Old Jerusalem e Julie Doiron © Augusto Lima |
A actuação de Julie Doiron, não muito longa, terminaria pouco tempo depois para que um projecto ainda quase desconhecido tomasse conta das operações – e tendo em conta a bateria, a quantidade de teclados, samplers, máquinas e cabos que figuravam no palco (que tinha sido alvo de rasgados elogios por Julie Doiron momentos antes) faziam prever algo bastante diferente daquilo que se tinha ouvido até à altura. No fundo, aquilo que se pode ouvir tanto em Form Of, como no EP Play The Immutable Truth , os dois trabalhos mais sonantes dos Berg Sans Nipple, uma dupla franco-americana formada por Lori Sean Berg e Shane Aspegren: uma mescla de melodias possuidoras de um forte sentido pop com muita percussão. E é a percussão que mais se fez sentir na maior parte dos temas apresentados. E os teclados (por vezes a fazer lembrar Four Tet). Mas acima de tudo a percussão; forte, cada vez forte, com tons levemente jazz, espaçada, complementar, forte, sempre presente.
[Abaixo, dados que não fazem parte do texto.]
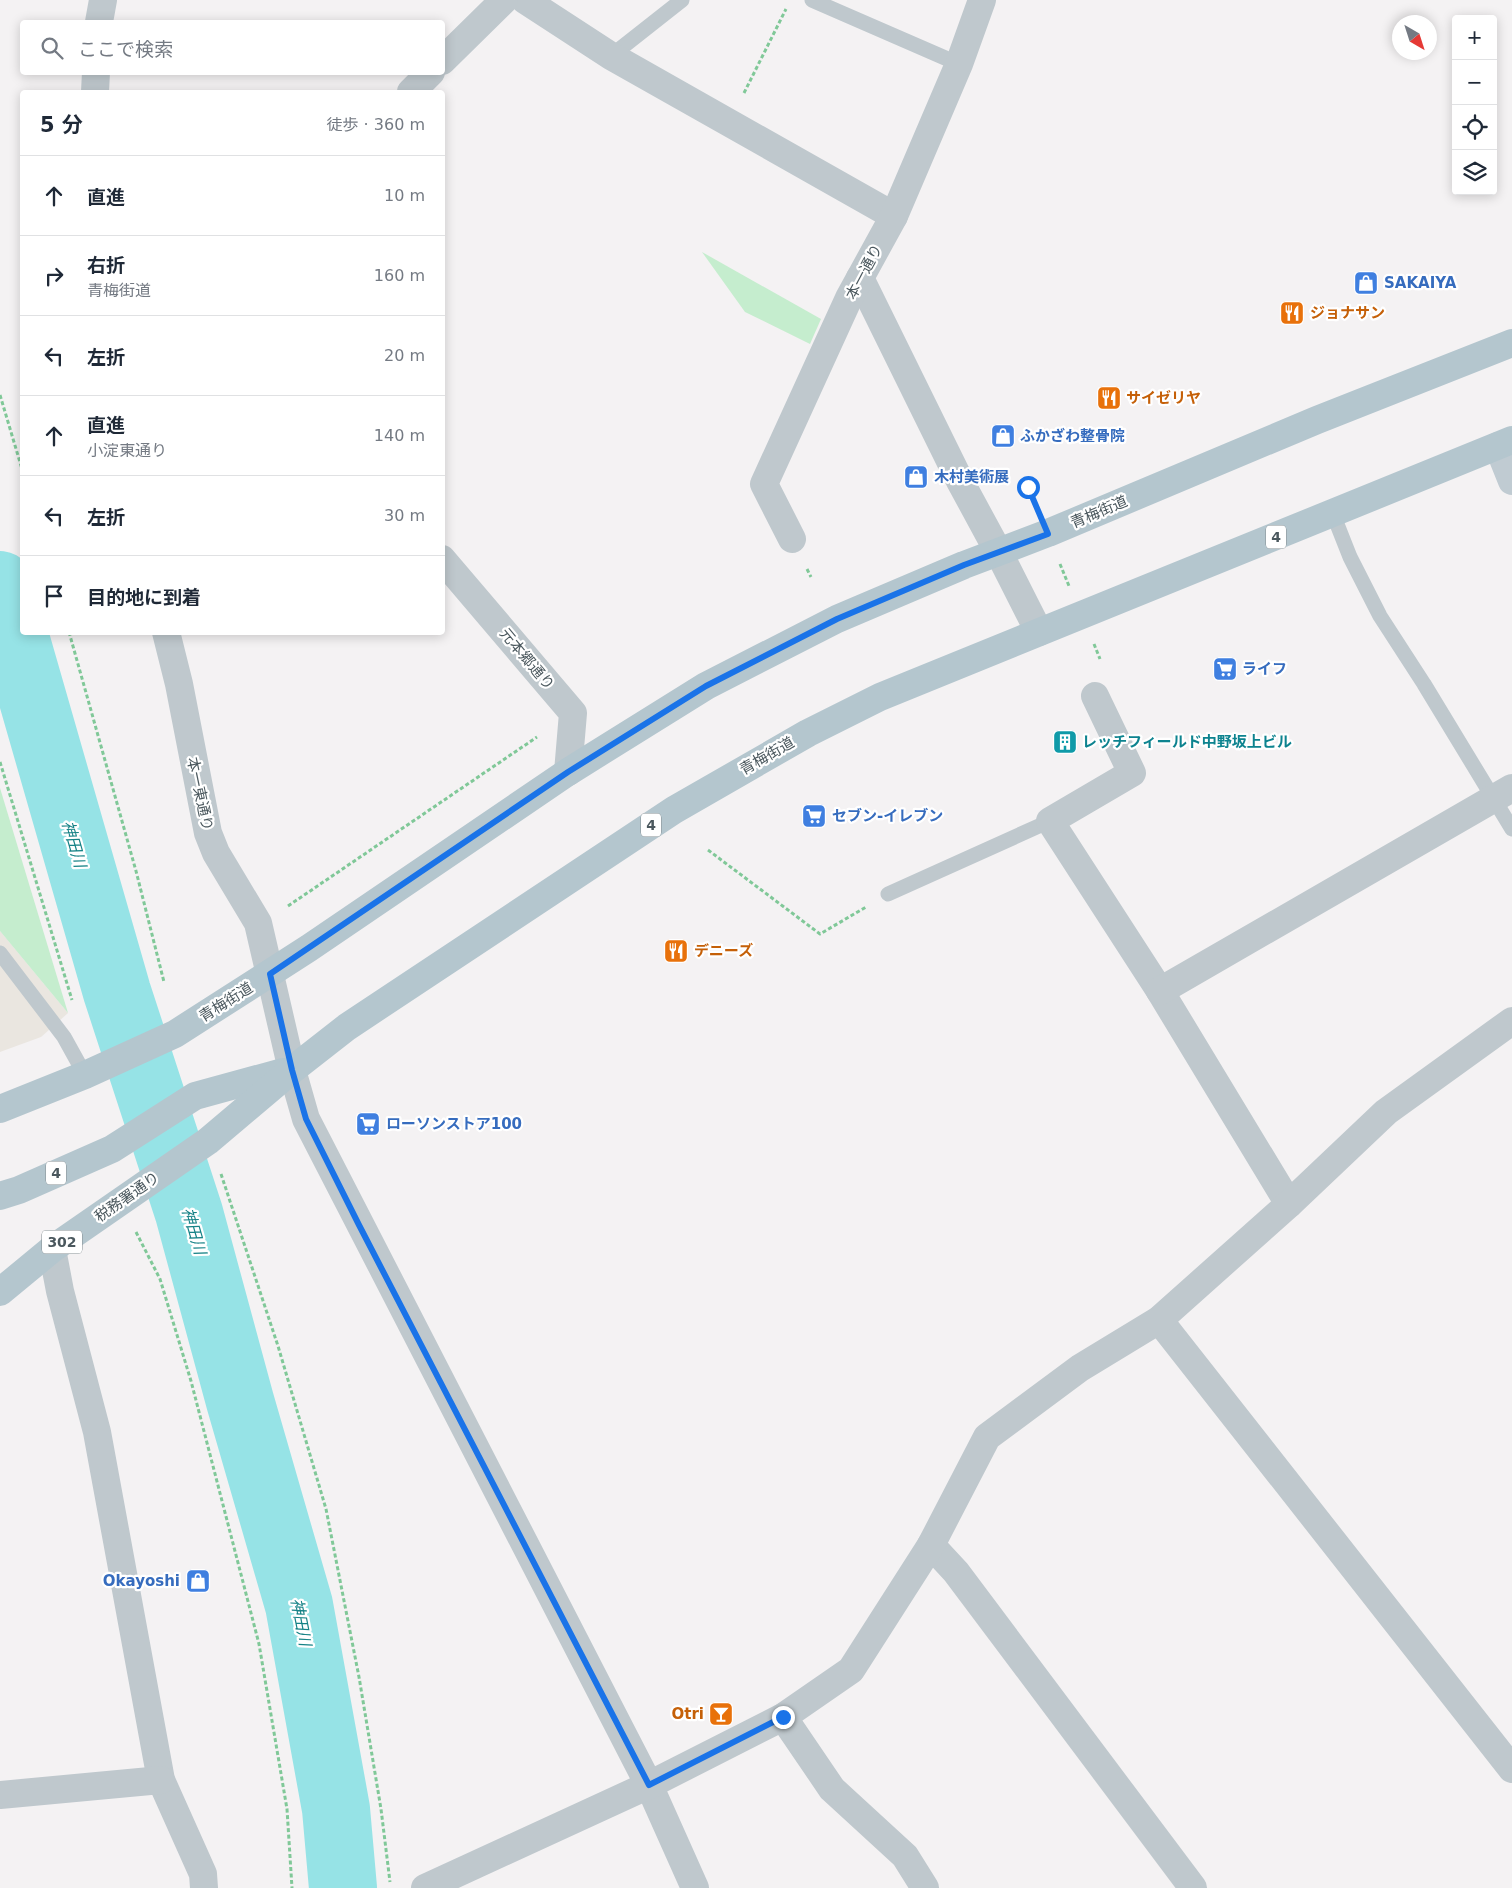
<!DOCTYPE html>
<html lang="ja">
<meta charset="utf-8">
<style>
body{margin:0;font-family:"DejaVu Sans","Noto Sans JP",sans-serif;background:#f2f2f3;color:#1f2937}
.controls{position:absolute;right:15px;top:15px;display:grid;overflow:hidden;border-radius:5px;box-shadow:0 2px 12px #0003}
.controls button{width:45px;height:45px;display:grid;place-items:center;padding:0;border:0;border-bottom:1px solid #e0e1e3;background:#fff;color:#1f2937;font:25px sans-serif}
.compass{position:absolute;left:1392px;top:15px;width:45px;height:45px;border-radius:50%;background:#fff;box-shadow:0 2px 12px #0003;rotate:141deg}
.stop{position:absolute;width:15px;height:15px;margin:-11px;border:4px solid #1a73e8;border-radius:50%;background:#fff}
.stop.end{background:#1a73e8;border-color:#fff;box-shadow:0 1px 5px #0008}
.list{margin:0;padding:0;list-style:none}
h2{display:flex;justify-content:space-between;align-items:center;height:65px;margin:0;padding:0 20px;font-size:21px}
h2 small{font-size:16px;font-weight:400;color:#747a83}
.list li{display:grid;grid-template-columns:32px 1fr auto;gap:15px;align-items:center;box-sizing:border-box;height:80px;padding:0 20px;border-top:1px solid #e0e1e3}
.list b{display:block;font-size:19px;white-space:nowrap}
.list p{margin:0;font-size:16px;white-space:nowrap;color:#747a83}
.list em{font-size:16px;font-style:normal;color:#747a83}
.icon{flex:none;width:28px;height:28px;fill:none;stroke:currentColor;stroke-width:2;stroke-linecap:round;stroke-linejoin:round}
.map{position:relative;flex:none;width:1512px;height:1888px;overflow:hidden}
.search{position:absolute;background:#fff;box-shadow:0 2px 12px #0003;left:20px;top:20px;width:425px;height:55px;display:flex;align-items:center;gap:12px;box-sizing:border-box;padding:0 18px;border-radius:5px;color:#747a83;font-size:19px}
.panel{position:absolute;background:#fff;box-shadow:0 2px 12px #0003;left:20px;top:90px;width:425px;height:545px;border-radius:5px}
.map>svg:first-child{display:block}
.commercial{fill:#eae6e0}
.green{fill:#c5edce}
.lines{fill:none;stroke-linecap:round;stroke-linejoin:round}
.river{stroke:#96e3e6;stroke-width:68}
.path{stroke:#80c898;stroke-width:3;stroke-dasharray:4 2.5;stroke-linecap:butt}
.lane{stroke:#bfc8cd;stroke-width:15}
.street{stroke:#bfc8cd;stroke-width:28}
.secondary{stroke:#c0cbd2;stroke-width:28}
.primary{stroke:#b4c6ce;stroke-width:28}
.route{stroke:#1a73e8;stroke-width:6}
.labels{text-anchor:middle;dominant-baseline:central;stroke-width:4.5;stroke-linejoin:round;paint-order:stroke}
.shield{fill:#fff;stroke:#818a8e;stroke-width:1}
.shield-label{font-size:14px;font-weight:bold;fill:#4b585e}
.street-label{font-size:15px;fill:#4b585e;stroke:#fff}
.shop-label{font-size:15px;font-weight:bold;fill:#366cbe;stroke:#fff;text-anchor:start}
.food-label{font-size:15px;font-weight:bold;fill:#c56008;stroke:#fff;text-anchor:start}
.culture-label{font-size:15px;font-weight:bold;fill:#0d838f;stroke:#fff;text-anchor:start}
.water-label{font-size:16px;font-style:italic;fill:#178387;stroke:#fff}
</style>
<div class="map">
<svg width="1512" height="1888" viewBox="0 0 1512 1888">
<rect width="100%" height="100%" fill="#f4f2f3"/>
<polygon class="commercial" points="0,931 68,1013 41,1037 0,1052"/>
<g class="green">
<polygon points="702,252 821,319 810,344 745,312"/>
<polygon points="0,788 68,1013 0,931"/>
</g>
<g class="lines">
<polyline class="river" points="0,585 117,992 189,1213 240,1401 299,1605 336,1809 343,1888"/>
<g class="path">
<polyline points="744,93 786,9"/>
<polyline points="0,395 22,469"/>
<polyline points="1028,487 1034,503"/>
<polyline points="1060,564 1069,586"/>
<polyline points="807,569 811,577"/>
<polyline points="69,632 136,871 164,982"/>
<polyline points="1094,644 1100,659"/>
<polyline points="0,762 72,1000"/>
<polyline points="708,850 820,934 866,907"/>
<polyline points="288,906 537,737"/>
<polyline points="221,1174 278,1346 326,1509 359,1677 381,1809 390,1882"/>
<polyline points="136,1232 160,1279 191,1381 259,1644 287,1809 292,1888"/>
</g>
<g class="lane">
<polyline points="812,0 959,64"/>
<polyline points="611,56 682,0"/>
<polyline points="1333,514 1350,557 1380,616 1424,684 1512,829"/>
<polyline points="888,894 1050,821"/>
<polyline points="0,953 64,1037 85,1075"/>
</g>
<g class="street">
<polyline points="525,0 611,56 894,216"/>
<polyline points="99,22 103,0"/>
<polyline points="442,61 504,0"/>
<polyline points="95,92 96,72"/>
<polyline points="411,92 431,72"/>
<polyline points="860,278 960,481 999,553 1039,632"/>
<polyline points="792,539 764,484 849,298 894,216 959,64 982,0"/>
<polyline points="442,559 573,713 568,772"/>
<polyline points="166,632 179,684 208,833 216,853 258,923 292,1070 306,1119 649,1785 695,1888"/>
<polyline points="1095,696 1132,773 1050,821 1160,991 1289,1204"/>
<polyline points="1160,991 1512,788"/>
<polyline points="52,1249 60,1291 97,1432 161,1780 203,1874 204,1888"/>
<polyline points="1159,1320 1512,1769"/>
<polyline points="931,1545 956,1572 1193,1888"/>
<polyline points="783,1717 832,1789 905,1856 925,1888"/>
<polyline points="0,1795 161,1780"/>
<polyline points="425,1888 649,1785 783,1717 851,1670 931,1545 987,1437 1080,1368 1159,1320 1289,1204 1386,1112 1512,1021"/>
</g>
<polyline class="secondary" points="1498,446 1512,481"/>
<g class="primary">
<polyline points="0,1109 85,1075 175,1034 309,948 568,772 706,686 837,619 964,565 1048,533 1317,420 1512,343"/>
<polyline points="0,1196 19,1190 112,1149 195,1096 283,1072"/>
<polyline points="0,1292 52,1249 208,1141 292,1070 347,1027 674,810 808,733 880,697 1512,440"/>
</g>
</g>
<g class="lines">
<polyline class="route" points="783,1717 649,1785 359,1225 306,1119 292,1070 270,974 568,772 706,686 837,619 964,565 1048,534 1028,487"/>
</g>
<defs>
<symbol id="shop-square" viewBox="-11 -11 22 22"><rect x="-9" y="-9" width="18" height="18" rx="4" fill="#3f7fe0" stroke="#fff"/><path d="M-5-2.5h2.3a2.7 3.5 0 0 1 5.4 0H5L5.5 6h-11ZM-1.5-2.5h3a1.5 2.3 0 0 0-3 0Z" fill="#fff"/></symbol>
<symbol id="restaurant-square" viewBox="-11 -11 22 22"><rect x="-9" y="-9" width="18" height="18" rx="4" fill="#e8710a" stroke="#fff"/><path d="M-5-6h1v4h1v-4h1v4h1v-4h1v5L-1.5 .5V6h-2V.5L-5-1ZM5-6V6H3V1.5H1.5Q1.5-4 5-6Z" fill="#fff"/></symbol>
<symbol id="supermarket-square" viewBox="-11 -11 22 22"><rect x="-9" y="-9" width="18" height="18" rx="4" fill="#3f7fe0" stroke="#fff"/><path d="M-6-5.5h2.5l.6 2H6L4.5 2H-2.5L-4.4-4H-6ZM-1.5 3.2a1.3 1.3 0 1 0 .1 0ZM3 3.2a1.3 1.3 0 1 0 .1 0Z" fill="#fff"/></symbol>
<symbol id="building-square" viewBox="-11 -11 22 22"><rect x="-9" y="-9" width="18" height="18" rx="4" fill="#0f9aa8" stroke="#fff"/><path d="M-4-6H4V6H1V3H-1V6H-4ZM-2.5-4.3h1.7v1.8h-1.7ZM.8-4.3h1.7v1.8H.8ZM-2.5-1h1.7V.8h-1.7ZM.8-1h1.7V.8H.8Z" fill="#fff"/></symbol>
<symbol id="bar-square" viewBox="-11 -11 22 22"><rect x="-9" y="-9" width="18" height="18" rx="4" fill="#e8710a" stroke="#fff"/><path d="M-6-5H6L.8 .8V4.5H3.5V6h-7V4.5H-.8V.8Z" fill="#fff"/></symbol>
</defs>
<g fill-rule="evenodd">
<use href="#shop-square" x="1352" y="269" width="28" height="28"/>
<use href="#restaurant-square" x="1278" y="299" width="28" height="28"/>
<use href="#restaurant-square" x="1095" y="384" width="28" height="28"/>
<use href="#shop-square" x="989" y="422" width="28" height="28"/>
<use href="#shop-square" x="902" y="463" width="28" height="28"/>
<use href="#supermarket-square" x="1211" y="655" width="28" height="28"/>
<use href="#building-square" x="1051" y="728" width="28" height="28"/>
<use href="#supermarket-square" x="800" y="802" width="28" height="28"/>
<use href="#restaurant-square" x="662" y="937" width="28" height="28"/>
<use href="#supermarket-square" x="354" y="1110" width="28" height="28"/>
<use href="#shop-square" x="184" y="1567" width="28" height="28"/>
<use href="#bar-square" x="707" y="1700" width="28" height="28"/>
</g>
<g class="labels">
<g class="shield">
<rect x="1266" y="525.5" width="20" height="23" rx="4"/>
<rect x="641" y="813.5" width="20" height="23" rx="4"/>
<rect x="46" y="1161.5" width="20" height="23" rx="4"/>
<rect x="42" y="1230.5" width="40" height="23" rx="4"/>
</g>
<g class="shield-label">
<text x="1276" y="537">4</text>
<text x="651" y="825">4</text>
<text x="56" y="1173">4</text>
<text x="62" y="1242">302</text>
</g>
<g class="street-label">
<text transform="translate(864 272) rotate(-62)">本一通り</text>
<text transform="translate(1099 512) rotate(-23)">青梅街道</text>
<text transform="translate(527 659) rotate(50)">元本郷通り</text>
<text transform="translate(767 756) rotate(-30)">青梅街道</text>
<text transform="translate(200 794) rotate(78)">本一東通り</text>
<text transform="translate(226 1002) rotate(-32)">青梅街道</text>
<text transform="translate(127 1197) rotate(-35)">税務署通り</text>
</g>
<g class="shop-label">
<text x="1384" y="283">SAKAIYA</text>
<text x="1020" y="436">ふかざわ整骨院</text>
<text x="934" y="477">木村美術展</text>
<text x="1242" y="669">ライフ</text>
<text x="832" y="816">セブン-イレブン</text>
<text x="386" y="1124">ローソンストア100</text>
<text x="180" y="1581" text-anchor="end">Okayoshi</text>
</g>
<g class="food-label">
<text x="1310" y="313">ジョナサン</text>
<text x="1126" y="398">サイゼリヤ</text>
<text x="694" y="951">デニーズ</text>
<text x="704" y="1714" text-anchor="end">Otri</text>
</g>
<g class="culture-label">
<text x="1082" y="742">レッチフィールド中野坂上ビル</text>
</g>
<g class="water-label">
<text transform="translate(74 844) rotate(74)">神田川</text>
<text transform="translate(194 1231) rotate(74)">神田川</text>
<text transform="translate(301 1622) rotate(79)">神田川</text>
</g>
</g>
</svg>
<div class="controls">
<button>+</button>
<button>−</button>
<button><svg class="icon" aria-label="locate" viewBox="0 0 24 24"><circle cx="12" cy="12" r="6"/><path d="M12 2v4M12 18v4M2 12h4M18 12h4"/></svg></button>
<button><svg class="icon" aria-label="layers" viewBox="0 0 24 24"><path d="M12 4l9 5-9 5-9-5zM3 14l9 5 9-5"/></svg></button>
</div>
<svg class="compass" viewBox="-18 -18 36 36"><path d="M0-13l5 13h-10z" fill="#e53935"/><path d="M0 13l5-13h-10z" fill="#747a83"/></svg>
<div class="stop" style="left:1028px;top:487px"></div>
<div class="stop end" style="left:783px;top:1717px"></div>
<div class="search"><svg class="icon" aria-label="search" viewBox="0 0 24 24"><circle cx="10" cy="10" r="6"/><path d="M15 15l6 6"/></svg>ここで検索</div>
<section class="panel">
<h2>5 分<small>徒歩 · 360 m</small></h2>
<ul class="list">
<li><svg class="icon" aria-label="ahead" viewBox="0 0 24 24"><path d="M12 20V5M6 11l6-6 6 6"/></svg><div><b>直進</b></div><em>10 m</em></li>
<li><svg class="icon" aria-label="right" viewBox="0 0 24 24"><path d="M7 20v-9h11M14 6l5 5-5 5"/></svg><div><b>右折</b><p>青梅街道</p></div><em>160 m</em></li>
<li><svg class="icon" aria-label="left" viewBox="0 0 24 24"><path d="M17 20v-9H6M10 6l-5 5 5 5"/></svg><div><b>左折</b></div><em>20 m</em></li>
<li><svg class="icon" aria-label="ahead" viewBox="0 0 24 24"><path d="M12 20V5M6 11l6-6 6 6"/></svg><div><b>直進</b><p>小淀東通り</p></div><em>140 m</em></li>
<li><svg class="icon" aria-label="left" viewBox="0 0 24 24"><path d="M17 20v-9H6M10 6l-5 5 5 5"/></svg><div><b>左折</b></div><em>30 m</em></li>
<li><svg class="icon" aria-label="arrive" viewBox="0 0 24 24"><path d="M6 21V4h12l-3 4 3 4H6"/></svg><div><b>目的地に到着</b></div></li>
</ul>
</section>
</div>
De braço dado com os teclados, na contribuição para a fortificação do sentido melodioso da dupla, xilofones. Para ajudar a desconstruir, samples e o arremesso de melodias e sequências em loop. “A New Soul”, tema incluído em Form Of, mostrou-se plena de pequenos detalhes rítmicos, possuidora de uma parafernália de sons que é característica na música destes Berg Sans Nipple. “An Eternity In Purgatory”, um longo tema retirado do EP Play The Immutable Truth , acabou por ser um dos melhores momentos da noite e mostrar a génese do projecto: percussão poderosa, quebras rítmicas de tirar o fôlego, teclados cálidos e a melodia escondida ao ponto de querer ser encontrada – o mesmo acontece com os trabalhos dos Berg Sans Nipple. Julie Doiron voltou a subir ao palco para acompanhar a dupla parisiense e a noite continuou assim, por mais três temas da sua autoria, num clima de quase improviso, de quase jam multi-estilística. Para a alegria dos que pediam insistentemente que a noite continuasse por apenas só mais uma canção.